Stored items:
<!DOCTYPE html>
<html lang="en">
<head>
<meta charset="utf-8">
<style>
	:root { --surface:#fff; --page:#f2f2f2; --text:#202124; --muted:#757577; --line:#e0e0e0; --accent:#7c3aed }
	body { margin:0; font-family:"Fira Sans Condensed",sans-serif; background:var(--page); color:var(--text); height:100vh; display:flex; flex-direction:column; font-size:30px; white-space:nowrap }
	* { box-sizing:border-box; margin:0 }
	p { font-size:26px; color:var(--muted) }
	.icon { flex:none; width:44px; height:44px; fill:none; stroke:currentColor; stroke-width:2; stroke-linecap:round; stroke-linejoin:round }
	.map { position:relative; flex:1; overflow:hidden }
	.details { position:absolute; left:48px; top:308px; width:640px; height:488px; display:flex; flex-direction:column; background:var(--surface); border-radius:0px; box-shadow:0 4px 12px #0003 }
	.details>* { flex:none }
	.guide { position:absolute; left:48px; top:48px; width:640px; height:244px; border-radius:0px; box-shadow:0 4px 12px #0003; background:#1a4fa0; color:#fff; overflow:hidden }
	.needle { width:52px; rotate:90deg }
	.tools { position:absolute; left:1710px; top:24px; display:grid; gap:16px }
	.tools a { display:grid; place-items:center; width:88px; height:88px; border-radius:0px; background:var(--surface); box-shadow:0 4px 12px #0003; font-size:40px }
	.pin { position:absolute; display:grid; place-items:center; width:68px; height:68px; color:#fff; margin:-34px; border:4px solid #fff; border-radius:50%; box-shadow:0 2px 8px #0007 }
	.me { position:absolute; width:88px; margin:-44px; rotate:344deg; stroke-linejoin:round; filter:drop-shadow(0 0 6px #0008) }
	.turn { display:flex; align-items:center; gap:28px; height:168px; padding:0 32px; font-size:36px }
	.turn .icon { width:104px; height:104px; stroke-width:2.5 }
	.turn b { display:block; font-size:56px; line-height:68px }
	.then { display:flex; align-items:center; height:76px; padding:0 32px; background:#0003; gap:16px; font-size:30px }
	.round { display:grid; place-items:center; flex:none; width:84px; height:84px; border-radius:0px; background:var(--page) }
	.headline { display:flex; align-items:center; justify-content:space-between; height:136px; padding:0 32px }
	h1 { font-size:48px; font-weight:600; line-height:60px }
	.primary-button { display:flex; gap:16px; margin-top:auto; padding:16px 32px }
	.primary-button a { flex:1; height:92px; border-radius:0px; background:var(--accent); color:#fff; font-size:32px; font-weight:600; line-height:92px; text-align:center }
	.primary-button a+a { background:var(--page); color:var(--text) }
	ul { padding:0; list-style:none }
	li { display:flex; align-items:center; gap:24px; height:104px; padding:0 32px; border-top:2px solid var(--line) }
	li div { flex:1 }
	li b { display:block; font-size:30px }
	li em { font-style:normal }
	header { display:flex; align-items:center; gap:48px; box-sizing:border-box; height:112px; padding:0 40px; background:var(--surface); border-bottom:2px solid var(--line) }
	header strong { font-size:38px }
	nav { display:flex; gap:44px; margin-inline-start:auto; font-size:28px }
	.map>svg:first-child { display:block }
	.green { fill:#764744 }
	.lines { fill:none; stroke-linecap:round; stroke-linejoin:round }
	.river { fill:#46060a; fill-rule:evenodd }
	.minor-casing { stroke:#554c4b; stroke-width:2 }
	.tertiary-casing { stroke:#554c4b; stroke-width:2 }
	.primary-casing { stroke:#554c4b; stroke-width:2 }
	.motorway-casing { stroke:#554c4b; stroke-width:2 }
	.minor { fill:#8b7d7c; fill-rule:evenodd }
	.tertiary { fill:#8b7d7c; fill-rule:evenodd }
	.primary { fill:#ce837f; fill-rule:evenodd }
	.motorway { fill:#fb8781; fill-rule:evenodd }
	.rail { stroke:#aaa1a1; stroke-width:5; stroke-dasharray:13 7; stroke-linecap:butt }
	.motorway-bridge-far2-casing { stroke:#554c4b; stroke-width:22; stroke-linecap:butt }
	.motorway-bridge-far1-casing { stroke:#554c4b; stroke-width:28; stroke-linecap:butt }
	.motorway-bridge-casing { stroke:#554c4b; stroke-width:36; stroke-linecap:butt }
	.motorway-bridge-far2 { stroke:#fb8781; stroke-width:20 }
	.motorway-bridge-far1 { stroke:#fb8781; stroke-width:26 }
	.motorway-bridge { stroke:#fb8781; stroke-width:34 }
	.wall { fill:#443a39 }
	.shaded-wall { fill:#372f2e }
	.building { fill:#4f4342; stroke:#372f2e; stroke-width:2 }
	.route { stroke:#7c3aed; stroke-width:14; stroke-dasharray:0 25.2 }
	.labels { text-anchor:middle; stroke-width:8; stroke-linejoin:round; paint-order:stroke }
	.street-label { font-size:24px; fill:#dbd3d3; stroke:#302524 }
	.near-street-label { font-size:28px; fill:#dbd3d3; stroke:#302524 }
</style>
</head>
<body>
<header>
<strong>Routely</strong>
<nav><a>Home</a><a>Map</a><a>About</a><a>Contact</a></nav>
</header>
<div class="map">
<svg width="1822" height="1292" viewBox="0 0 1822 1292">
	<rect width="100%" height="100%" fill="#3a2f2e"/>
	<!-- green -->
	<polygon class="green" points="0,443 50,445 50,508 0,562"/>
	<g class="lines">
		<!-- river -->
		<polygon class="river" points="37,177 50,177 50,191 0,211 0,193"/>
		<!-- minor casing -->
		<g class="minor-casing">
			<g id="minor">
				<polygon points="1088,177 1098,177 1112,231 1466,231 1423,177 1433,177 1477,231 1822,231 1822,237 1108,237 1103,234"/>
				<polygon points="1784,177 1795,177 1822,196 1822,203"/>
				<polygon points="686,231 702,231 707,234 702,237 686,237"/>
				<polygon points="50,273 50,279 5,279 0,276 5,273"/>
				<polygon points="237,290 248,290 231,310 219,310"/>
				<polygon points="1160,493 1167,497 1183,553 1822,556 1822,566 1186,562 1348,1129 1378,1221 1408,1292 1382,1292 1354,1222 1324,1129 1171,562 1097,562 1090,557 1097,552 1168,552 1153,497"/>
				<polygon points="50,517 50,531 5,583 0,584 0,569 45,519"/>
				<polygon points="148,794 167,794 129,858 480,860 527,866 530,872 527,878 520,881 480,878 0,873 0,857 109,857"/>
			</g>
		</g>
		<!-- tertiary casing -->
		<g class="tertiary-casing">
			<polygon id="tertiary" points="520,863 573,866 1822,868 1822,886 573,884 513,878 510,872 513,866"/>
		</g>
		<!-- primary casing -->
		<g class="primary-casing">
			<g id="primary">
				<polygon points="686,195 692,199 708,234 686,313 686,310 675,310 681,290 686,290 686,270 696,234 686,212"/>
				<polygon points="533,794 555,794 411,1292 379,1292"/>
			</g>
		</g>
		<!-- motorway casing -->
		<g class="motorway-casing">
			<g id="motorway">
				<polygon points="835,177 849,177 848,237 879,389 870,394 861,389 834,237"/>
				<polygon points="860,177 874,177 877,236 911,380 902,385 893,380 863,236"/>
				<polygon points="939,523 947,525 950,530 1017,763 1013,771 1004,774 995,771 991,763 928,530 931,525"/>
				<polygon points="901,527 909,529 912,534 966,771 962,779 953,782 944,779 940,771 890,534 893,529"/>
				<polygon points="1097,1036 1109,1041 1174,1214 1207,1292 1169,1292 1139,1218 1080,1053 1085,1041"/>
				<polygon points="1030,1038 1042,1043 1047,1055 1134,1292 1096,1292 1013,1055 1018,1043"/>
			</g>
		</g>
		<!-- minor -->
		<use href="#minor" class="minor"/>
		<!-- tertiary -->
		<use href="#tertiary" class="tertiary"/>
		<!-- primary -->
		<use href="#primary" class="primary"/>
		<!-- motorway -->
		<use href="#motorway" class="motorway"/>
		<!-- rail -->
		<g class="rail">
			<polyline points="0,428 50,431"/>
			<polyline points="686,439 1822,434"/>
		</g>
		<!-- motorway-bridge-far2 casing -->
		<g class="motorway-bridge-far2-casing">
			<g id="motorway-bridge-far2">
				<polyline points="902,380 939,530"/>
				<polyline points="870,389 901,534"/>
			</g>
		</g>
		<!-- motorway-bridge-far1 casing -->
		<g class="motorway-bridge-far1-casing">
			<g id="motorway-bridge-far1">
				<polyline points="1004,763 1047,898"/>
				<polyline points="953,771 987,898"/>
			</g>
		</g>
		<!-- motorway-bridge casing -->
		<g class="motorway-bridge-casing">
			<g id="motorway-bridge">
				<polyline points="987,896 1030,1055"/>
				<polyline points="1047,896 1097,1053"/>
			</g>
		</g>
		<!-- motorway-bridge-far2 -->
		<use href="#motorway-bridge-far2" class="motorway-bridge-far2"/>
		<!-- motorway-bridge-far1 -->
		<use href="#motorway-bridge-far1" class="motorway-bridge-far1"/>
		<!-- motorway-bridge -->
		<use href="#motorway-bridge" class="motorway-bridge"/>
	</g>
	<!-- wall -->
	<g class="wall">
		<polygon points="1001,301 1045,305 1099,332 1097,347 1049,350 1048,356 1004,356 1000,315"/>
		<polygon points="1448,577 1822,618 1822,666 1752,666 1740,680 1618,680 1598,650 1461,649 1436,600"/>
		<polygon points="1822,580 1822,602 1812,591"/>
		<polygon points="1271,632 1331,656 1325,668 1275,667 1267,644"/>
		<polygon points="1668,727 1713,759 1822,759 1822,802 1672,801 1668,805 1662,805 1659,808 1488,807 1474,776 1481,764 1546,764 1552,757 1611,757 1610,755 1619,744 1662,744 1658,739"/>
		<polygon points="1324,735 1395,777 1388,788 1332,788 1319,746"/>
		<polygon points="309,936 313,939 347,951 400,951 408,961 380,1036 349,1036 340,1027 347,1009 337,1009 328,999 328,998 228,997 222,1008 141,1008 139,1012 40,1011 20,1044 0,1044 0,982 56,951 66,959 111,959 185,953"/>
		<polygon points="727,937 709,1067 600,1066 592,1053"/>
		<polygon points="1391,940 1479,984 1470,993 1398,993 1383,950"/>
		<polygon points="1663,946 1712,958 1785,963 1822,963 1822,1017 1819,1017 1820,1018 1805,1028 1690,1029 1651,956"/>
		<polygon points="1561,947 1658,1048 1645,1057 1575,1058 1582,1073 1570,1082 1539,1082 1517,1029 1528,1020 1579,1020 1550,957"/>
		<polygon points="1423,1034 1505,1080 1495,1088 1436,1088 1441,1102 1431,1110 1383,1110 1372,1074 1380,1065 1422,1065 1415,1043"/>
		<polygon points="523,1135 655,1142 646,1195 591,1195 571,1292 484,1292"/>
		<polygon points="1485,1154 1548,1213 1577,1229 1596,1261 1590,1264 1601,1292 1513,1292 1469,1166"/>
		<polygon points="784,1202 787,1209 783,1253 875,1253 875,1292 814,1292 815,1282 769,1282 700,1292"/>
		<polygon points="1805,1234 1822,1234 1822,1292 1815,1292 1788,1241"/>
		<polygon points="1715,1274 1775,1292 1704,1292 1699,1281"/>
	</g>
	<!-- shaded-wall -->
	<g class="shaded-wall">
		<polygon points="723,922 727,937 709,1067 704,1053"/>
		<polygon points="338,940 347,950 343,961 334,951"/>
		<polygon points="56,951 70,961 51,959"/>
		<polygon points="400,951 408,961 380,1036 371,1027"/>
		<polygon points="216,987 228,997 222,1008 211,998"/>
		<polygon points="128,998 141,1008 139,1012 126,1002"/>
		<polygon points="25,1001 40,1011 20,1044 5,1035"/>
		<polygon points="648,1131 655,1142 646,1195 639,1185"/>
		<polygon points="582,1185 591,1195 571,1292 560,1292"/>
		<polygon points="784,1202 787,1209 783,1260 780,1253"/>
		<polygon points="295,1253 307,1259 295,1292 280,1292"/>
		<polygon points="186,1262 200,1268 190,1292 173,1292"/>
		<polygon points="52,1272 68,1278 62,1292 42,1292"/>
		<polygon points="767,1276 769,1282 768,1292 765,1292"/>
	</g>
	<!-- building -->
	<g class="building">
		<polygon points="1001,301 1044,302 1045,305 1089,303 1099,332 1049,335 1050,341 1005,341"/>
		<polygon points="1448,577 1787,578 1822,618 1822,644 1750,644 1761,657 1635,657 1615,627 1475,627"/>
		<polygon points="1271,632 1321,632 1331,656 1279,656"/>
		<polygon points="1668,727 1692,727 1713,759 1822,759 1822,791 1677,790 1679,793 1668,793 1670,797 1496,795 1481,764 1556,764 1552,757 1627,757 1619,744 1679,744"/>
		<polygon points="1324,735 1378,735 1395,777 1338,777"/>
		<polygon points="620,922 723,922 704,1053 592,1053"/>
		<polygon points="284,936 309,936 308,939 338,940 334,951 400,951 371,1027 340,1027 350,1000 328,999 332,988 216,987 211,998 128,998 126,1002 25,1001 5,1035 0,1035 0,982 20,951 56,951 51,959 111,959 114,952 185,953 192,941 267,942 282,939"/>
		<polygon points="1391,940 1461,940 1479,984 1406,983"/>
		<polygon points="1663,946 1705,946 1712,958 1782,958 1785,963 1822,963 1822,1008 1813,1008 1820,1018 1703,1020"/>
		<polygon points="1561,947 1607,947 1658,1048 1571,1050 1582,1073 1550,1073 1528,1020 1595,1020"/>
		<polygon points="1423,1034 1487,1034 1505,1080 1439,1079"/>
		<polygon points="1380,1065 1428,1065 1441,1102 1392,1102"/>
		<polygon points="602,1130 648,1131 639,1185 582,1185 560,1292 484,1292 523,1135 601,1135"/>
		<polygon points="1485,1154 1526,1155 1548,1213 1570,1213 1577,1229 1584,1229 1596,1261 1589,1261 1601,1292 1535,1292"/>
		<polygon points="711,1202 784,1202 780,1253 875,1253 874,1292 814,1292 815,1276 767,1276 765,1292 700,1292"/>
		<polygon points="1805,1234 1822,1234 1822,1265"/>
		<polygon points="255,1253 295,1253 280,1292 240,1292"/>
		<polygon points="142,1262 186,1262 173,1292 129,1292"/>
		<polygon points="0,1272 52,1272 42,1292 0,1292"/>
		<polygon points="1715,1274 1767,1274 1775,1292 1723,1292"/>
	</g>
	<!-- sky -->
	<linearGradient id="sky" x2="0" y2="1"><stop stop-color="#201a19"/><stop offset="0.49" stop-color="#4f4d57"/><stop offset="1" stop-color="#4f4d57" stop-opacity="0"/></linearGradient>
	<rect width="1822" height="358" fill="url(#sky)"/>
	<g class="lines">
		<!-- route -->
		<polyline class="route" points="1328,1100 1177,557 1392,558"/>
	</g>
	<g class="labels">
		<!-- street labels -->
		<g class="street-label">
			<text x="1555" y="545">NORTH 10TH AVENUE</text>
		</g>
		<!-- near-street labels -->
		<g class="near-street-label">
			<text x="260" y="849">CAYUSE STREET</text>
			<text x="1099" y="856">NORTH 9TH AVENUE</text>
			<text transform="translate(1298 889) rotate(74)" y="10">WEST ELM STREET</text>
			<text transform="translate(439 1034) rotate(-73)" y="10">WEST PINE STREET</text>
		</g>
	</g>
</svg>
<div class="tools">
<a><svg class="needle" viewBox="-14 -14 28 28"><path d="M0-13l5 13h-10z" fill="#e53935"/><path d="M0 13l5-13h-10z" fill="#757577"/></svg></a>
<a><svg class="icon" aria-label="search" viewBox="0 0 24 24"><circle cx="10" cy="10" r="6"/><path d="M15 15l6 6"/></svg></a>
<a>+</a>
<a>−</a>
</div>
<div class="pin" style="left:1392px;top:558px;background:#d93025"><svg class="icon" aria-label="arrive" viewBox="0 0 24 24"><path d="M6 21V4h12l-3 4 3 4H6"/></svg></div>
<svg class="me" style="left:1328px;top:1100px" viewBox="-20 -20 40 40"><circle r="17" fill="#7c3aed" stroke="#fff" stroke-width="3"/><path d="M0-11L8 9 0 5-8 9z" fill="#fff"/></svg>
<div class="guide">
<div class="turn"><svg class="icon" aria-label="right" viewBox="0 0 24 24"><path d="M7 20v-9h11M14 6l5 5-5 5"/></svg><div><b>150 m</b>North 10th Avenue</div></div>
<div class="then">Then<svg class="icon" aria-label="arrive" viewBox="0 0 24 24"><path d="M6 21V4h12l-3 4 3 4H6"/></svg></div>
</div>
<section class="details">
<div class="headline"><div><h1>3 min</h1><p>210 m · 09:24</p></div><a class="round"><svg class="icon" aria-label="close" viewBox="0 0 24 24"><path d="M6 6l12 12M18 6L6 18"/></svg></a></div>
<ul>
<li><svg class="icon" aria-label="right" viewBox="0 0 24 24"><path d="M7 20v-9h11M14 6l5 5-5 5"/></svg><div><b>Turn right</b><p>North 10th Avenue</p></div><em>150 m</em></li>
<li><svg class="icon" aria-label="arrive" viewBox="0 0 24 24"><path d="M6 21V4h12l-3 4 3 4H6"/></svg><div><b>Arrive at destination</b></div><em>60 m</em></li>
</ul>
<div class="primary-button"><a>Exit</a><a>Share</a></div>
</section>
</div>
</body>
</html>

Problem to solve: The word to look for is "body"; copy out every line of the entries that holds it.

Solution for this problem:
	body { margin:0; font-family:"Fira Sans Condensed",sans-serif; background:var(--page); color:var(--text); height:100vh; display:flex; flex-direction:column; font-size:30px; white-space:nowrap }
<body>
</body>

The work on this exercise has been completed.